Transcribe every entry exactly; the images stay out.

++++ ENTRIES SUPPLIED

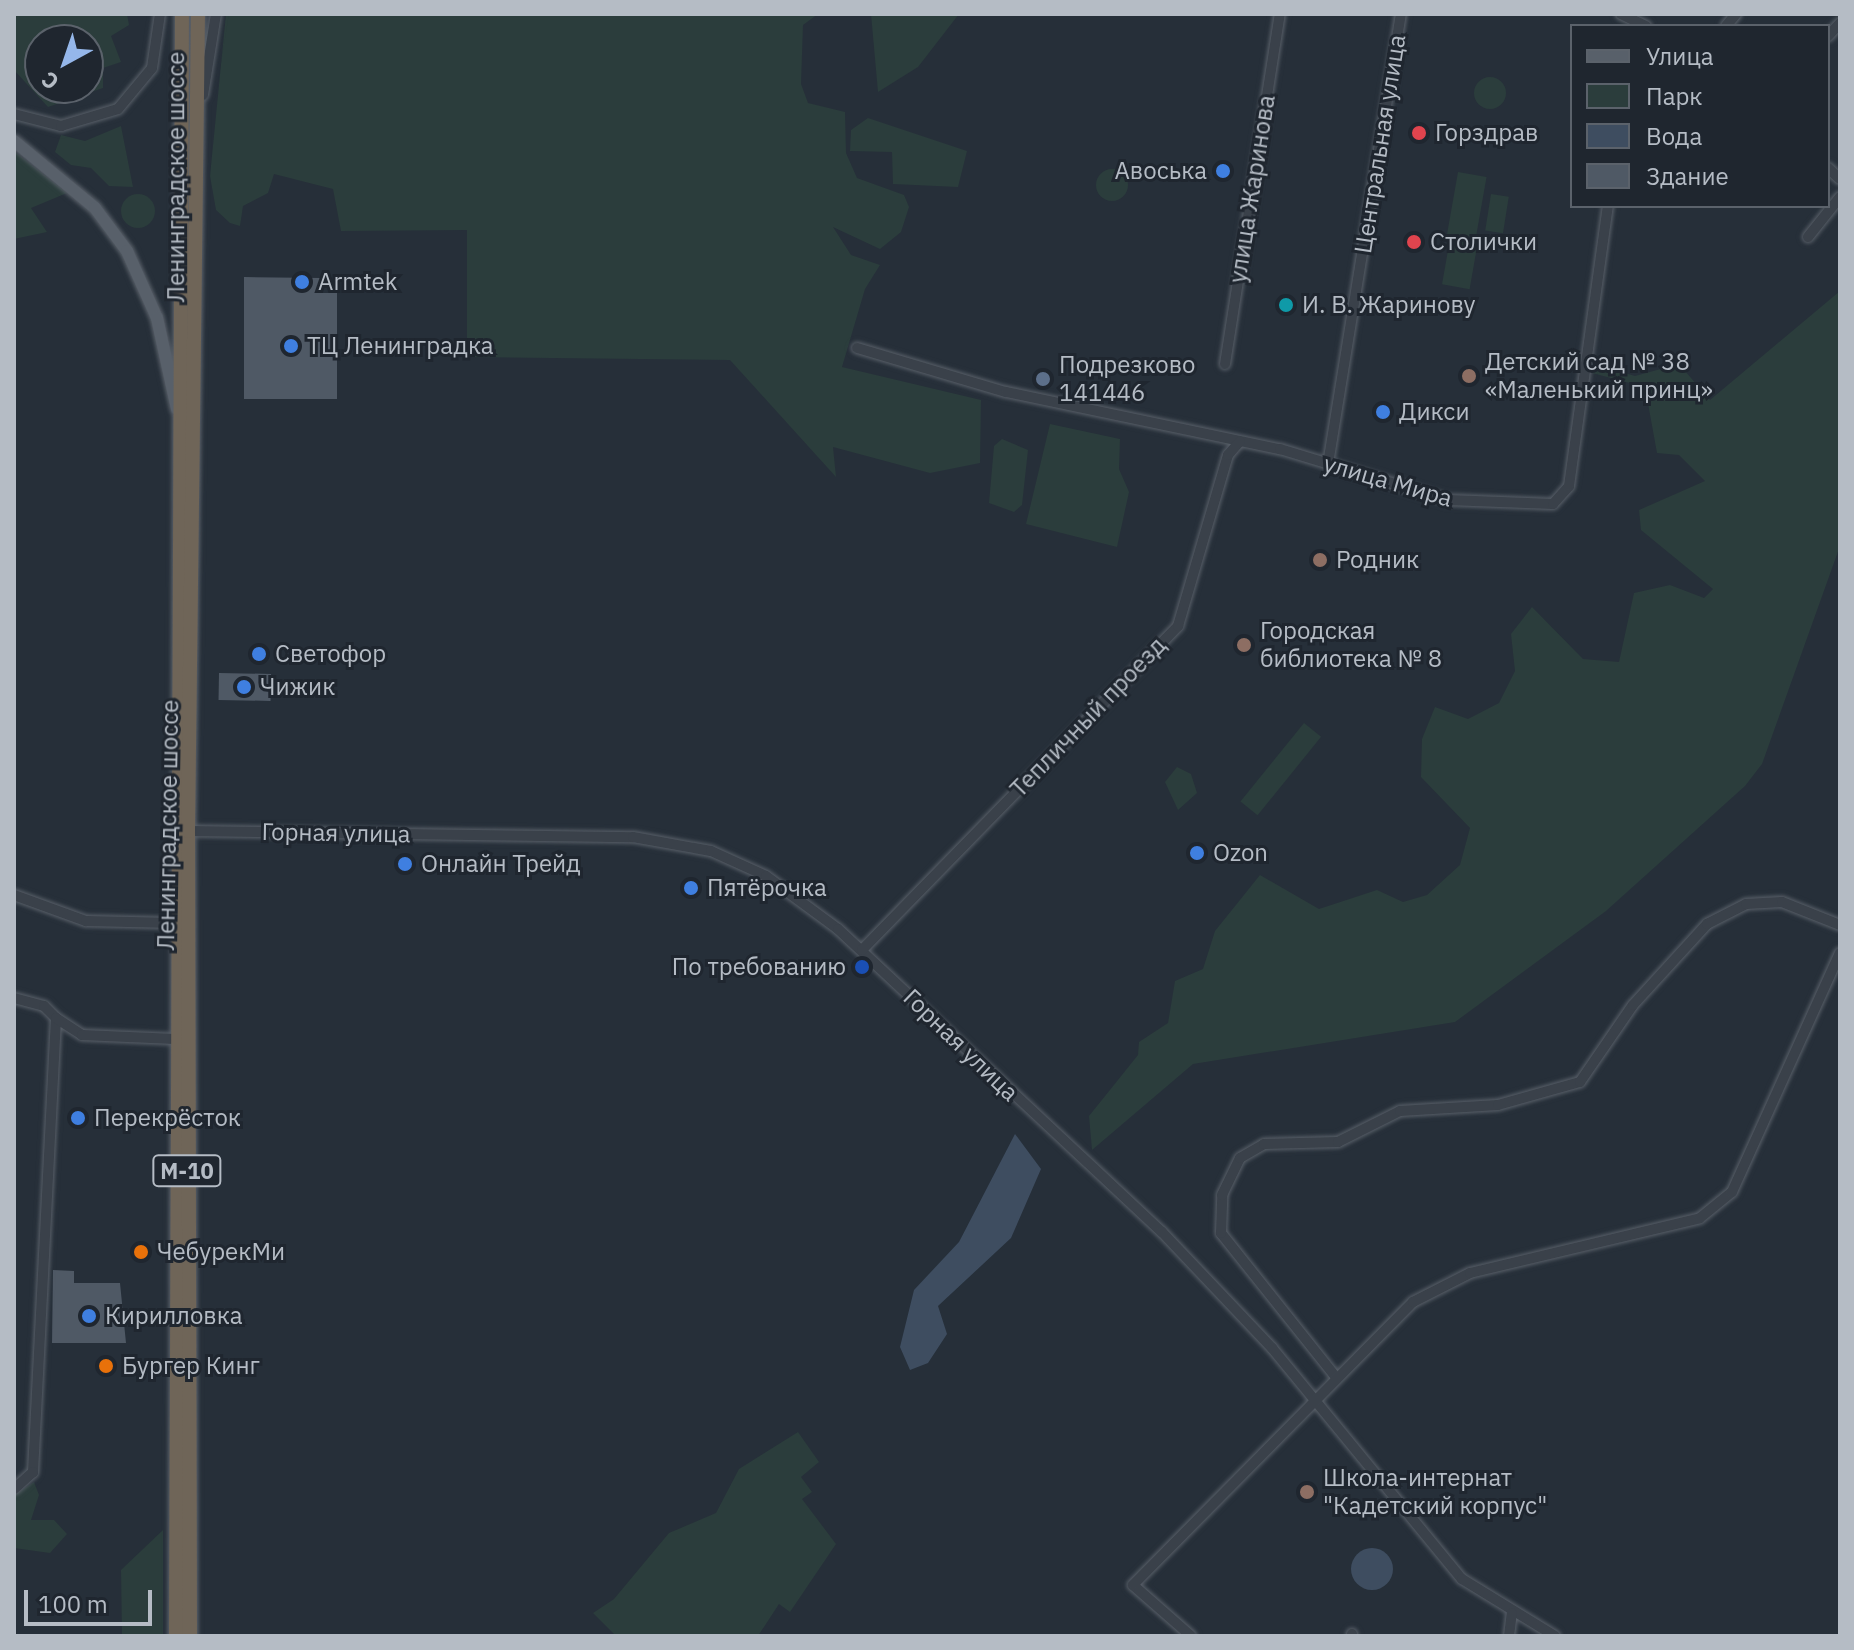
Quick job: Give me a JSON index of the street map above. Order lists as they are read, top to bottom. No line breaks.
{"streets":{"highway":["Ленинградское шоссе","М-10"],"street":["Центральная улица","улица Жаринова","улица Мира","Тепличный проезд","Горная улица"]},"crossings":[["Центральная улица","улица Мира"],["Ленинградское шоссе","Горная улица"],["улица Мира","Тепличный проезд"],["Тепличный проезд","Горная улица"]],"places":["Горздрав","Авоська","Столички","Armtek","И. В. Жаринову","ТЦ Ленинградка","Детский сад № 38 «Маленький принц»","Подрезково 141446","Дикси","Родник","Городская библиотека № 8","Светофор","Чижик","Ozon","Онлайн Трейд","Пятёрочка","По требованию","Перекрёсток","ЧебурекМи","Кирилловка","Бургер Кинг","Школа-интернат \"Кадетский корпус\""],"legend":["Улица","Парк","Вода","Здание"],"scale_bar":"100 m","north":"bottom left"}
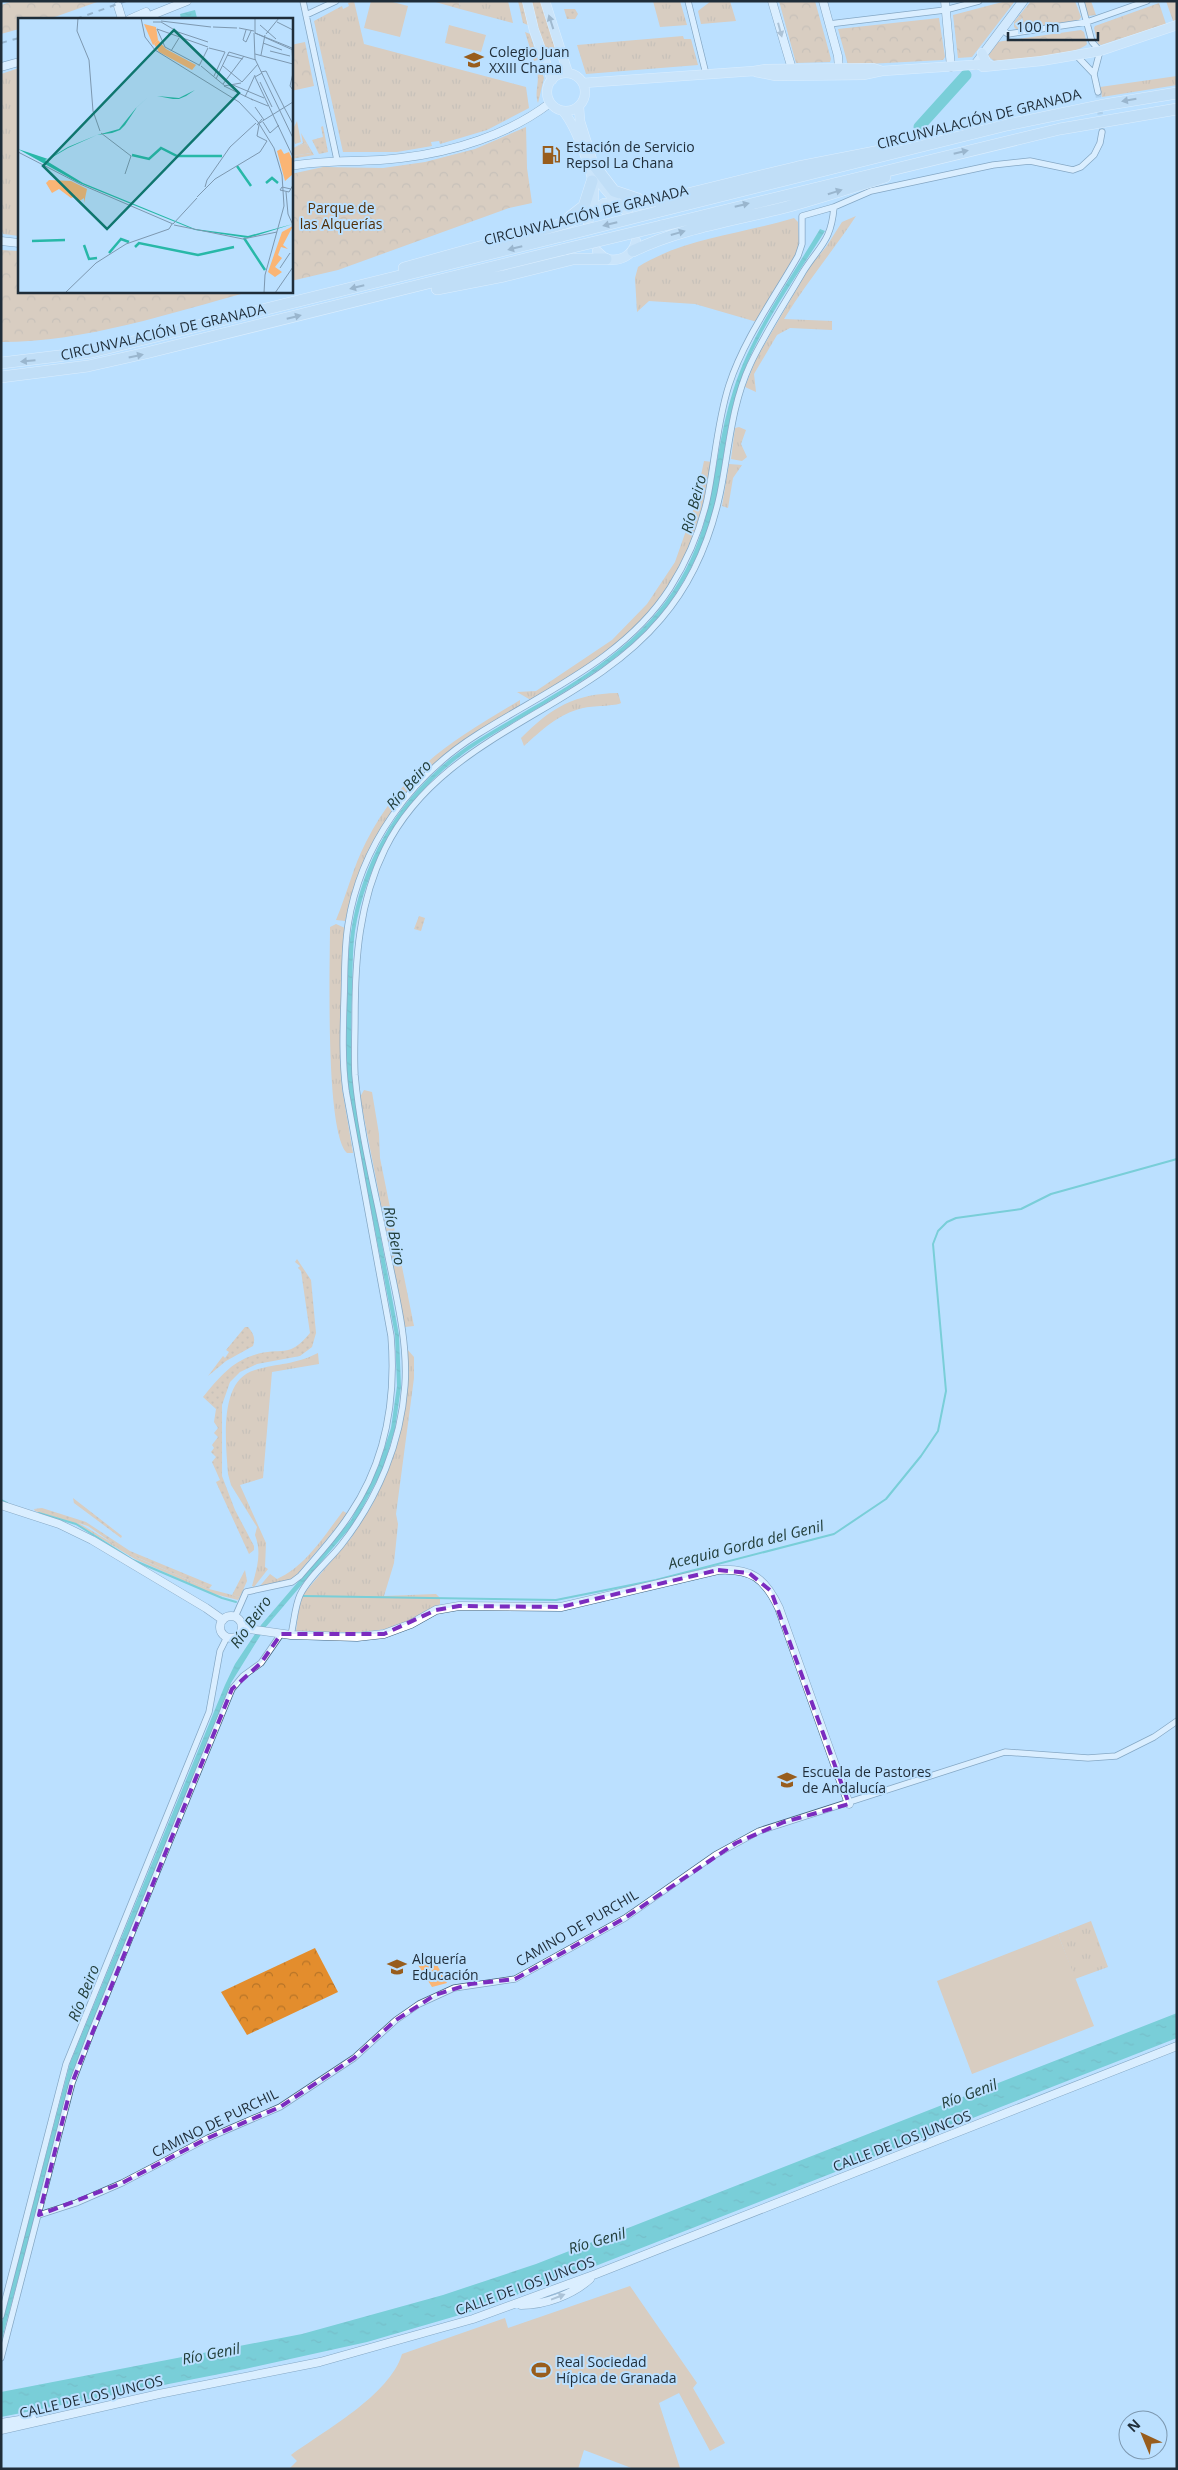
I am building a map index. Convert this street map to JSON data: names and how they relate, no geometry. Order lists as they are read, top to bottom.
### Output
{
  "streets": {
    "highway": ["CIRCUNVALACIÓN DE GRANADA"],
    "street": ["CAMINO DE PURCHIL", "CALLE DE LOS JUNCOS"]
  },
  "water": ["Río Beiro", "Acequia Gorda del Genil", "Río Genil"],
  "parks": ["Parque de las Alquerías"],
  "places": {
    "school or university": ["Colegio Juan XXIII Chana", "Escuela de Pastores de Andalucía", "Alquería Educación"],
    "fuel station": ["Estación de Servicio Repsol La Chana"],
    "sports": ["Real Sociedad Hípica de Granada"]
  },
  "scale_bar": "100 m",
  "north": "top left"
}
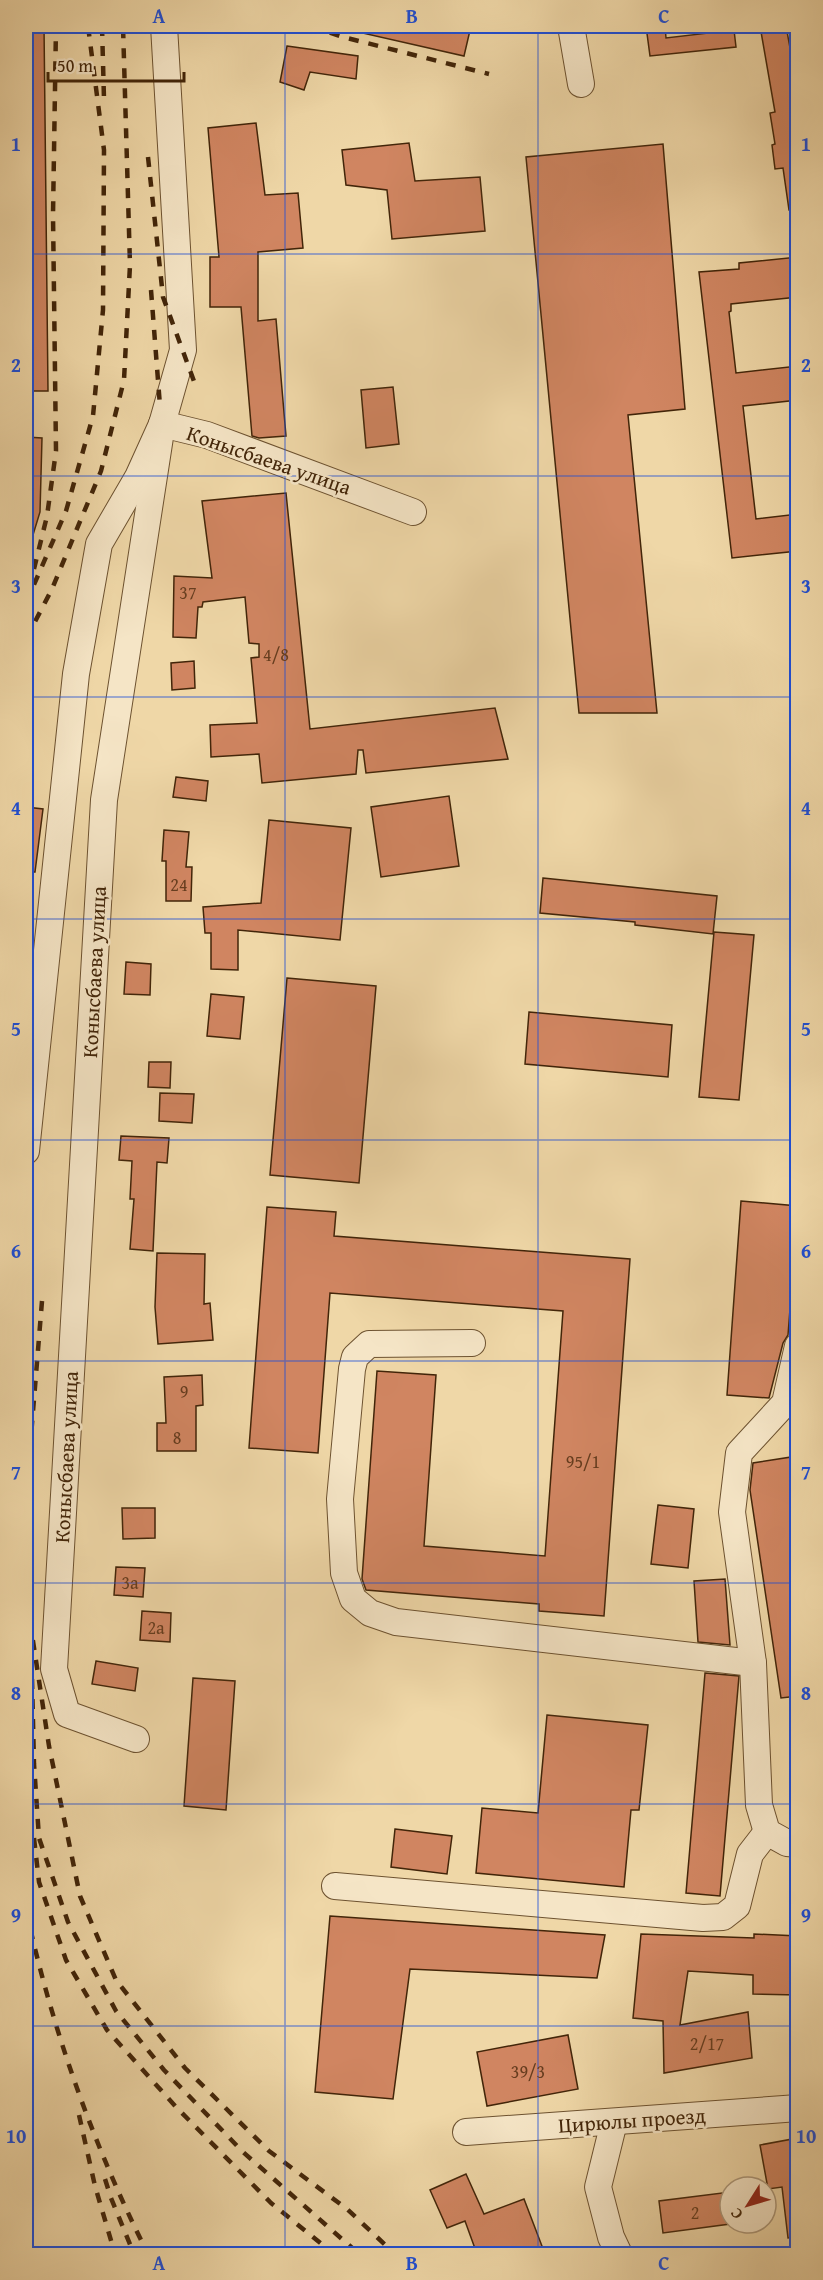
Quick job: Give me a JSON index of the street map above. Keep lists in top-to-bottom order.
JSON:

++++++++

*ANSWER TO THIS EXERCISE*
Quick job: Give me a JSON index of the street map above. Order lists as they are read, top to bottom. No line breaks.
{"streets":{"highway":["Ленинградское шоссе","М-10"],"street":["Центральная улица","улица Жаринова","улица Мира","Тепличный проезд","Горная улица"]},"crossings":[["Центральная улица","улица Мира"],["Ленинградское шоссе","Горная улица"],["улица Мира","Тепличный проезд"],["Тепличный проезд","Горная улица"]],"places":["Горздрав","Авоська","Столички","Armtek","И. В. Жаринову","ТЦ Ленинградка","Детский сад № 38 «Маленький принц»","Подрезково 141446","Дикси","Родник","Городская библиотека № 8","Светофор","Чижик","Ozon","Онлайн Трейд","Пятёрочка","По требованию","Перекрёсток","ЧебурекМи","Кирилловка","Бургер Кинг","Школа-интернат \"Кадетский корпус\""],"legend":["Улица","Парк","Вода","Здание"],"scale_bar":"100 m","north":"bottom left"}
I am building a map index. Convert this street map to JSON data: names and how they relate, no geometry. Order lists as they are read, top to bottom.
### Output
{
  "streets": {
    "highway": ["CIRCUNVALACIÓN DE GRANADA"],
    "street": ["CAMINO DE PURCHIL", "CALLE DE LOS JUNCOS"]
  },
  "water": ["Río Beiro", "Acequia Gorda del Genil", "Río Genil"],
  "parks": ["Parque de las Alquerías"],
  "places": {
    "school or university": ["Colegio Juan XXIII Chana", "Escuela de Pastores de Andalucía", "Alquería Educación"],
    "fuel station": ["Estación de Servicio Repsol La Chana"],
    "sports": ["Real Sociedad Hípica de Granada"]
  },
  "scale_bar": "100 m",
  "north": "top left"
}
Quick job: Give me a JSON index of the street map above. Keep lists in top-to-bottom order.
JSON:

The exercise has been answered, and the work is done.